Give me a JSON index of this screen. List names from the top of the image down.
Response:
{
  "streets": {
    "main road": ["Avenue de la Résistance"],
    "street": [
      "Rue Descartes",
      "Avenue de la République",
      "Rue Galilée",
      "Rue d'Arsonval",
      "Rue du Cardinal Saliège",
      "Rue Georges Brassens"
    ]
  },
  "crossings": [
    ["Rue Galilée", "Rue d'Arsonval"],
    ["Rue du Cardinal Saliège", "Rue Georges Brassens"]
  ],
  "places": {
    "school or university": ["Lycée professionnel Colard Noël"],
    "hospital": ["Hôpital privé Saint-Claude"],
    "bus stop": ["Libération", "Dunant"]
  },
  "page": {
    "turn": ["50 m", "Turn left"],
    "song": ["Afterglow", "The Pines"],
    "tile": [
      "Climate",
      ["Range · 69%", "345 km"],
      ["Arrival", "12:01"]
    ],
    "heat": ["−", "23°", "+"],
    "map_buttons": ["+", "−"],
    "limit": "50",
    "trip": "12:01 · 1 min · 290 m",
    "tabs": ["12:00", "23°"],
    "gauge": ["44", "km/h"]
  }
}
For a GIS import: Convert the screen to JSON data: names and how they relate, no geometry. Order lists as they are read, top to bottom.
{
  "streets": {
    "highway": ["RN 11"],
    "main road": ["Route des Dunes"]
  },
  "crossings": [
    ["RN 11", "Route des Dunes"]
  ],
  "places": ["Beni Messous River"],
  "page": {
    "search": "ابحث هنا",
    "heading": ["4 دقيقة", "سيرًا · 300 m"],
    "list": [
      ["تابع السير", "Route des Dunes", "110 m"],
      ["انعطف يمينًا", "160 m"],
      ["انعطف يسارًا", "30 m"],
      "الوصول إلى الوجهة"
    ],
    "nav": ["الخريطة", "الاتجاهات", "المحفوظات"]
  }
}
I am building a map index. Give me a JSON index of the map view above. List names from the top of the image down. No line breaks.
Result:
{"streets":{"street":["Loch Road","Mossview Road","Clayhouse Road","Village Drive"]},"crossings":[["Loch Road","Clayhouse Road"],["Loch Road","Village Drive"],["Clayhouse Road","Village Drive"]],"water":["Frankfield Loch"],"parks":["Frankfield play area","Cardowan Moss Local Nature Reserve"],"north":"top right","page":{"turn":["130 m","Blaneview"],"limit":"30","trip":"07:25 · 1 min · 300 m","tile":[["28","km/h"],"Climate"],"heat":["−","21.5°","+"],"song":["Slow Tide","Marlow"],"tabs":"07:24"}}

• _WHAT IS REQUIRED_: Return precisely the lines of the records, starting with the line that holds "I am building" and ending with the last one.

• _RESPONSE TO THE TASK_:
I am building a map index. Give me a JSON index of the map view above. List names from the top of the image down. No line breaks.
Result:
{"streets":{"street":["Loch Road","Mossview Road","Clayhouse Road","Village Drive"]},"crossings":[["Loch Road","Clayhouse Road"],["Loch Road","Village Drive"],["Clayhouse Road","Village Drive"]],"water":["Frankfield Loch"],"parks":["Frankfield play area","Cardowan Moss Local Nature Reserve"],"north":"top right","page":{"turn":["130 m","Blaneview"],"limit":"30","trip":"07:25 · 1 min · 300 m","tile":[["28","km/h"],"Climate"],"heat":["−","21.5°","+"],"song":["Slow Tide","Marlow"],"tabs":"07:24"}}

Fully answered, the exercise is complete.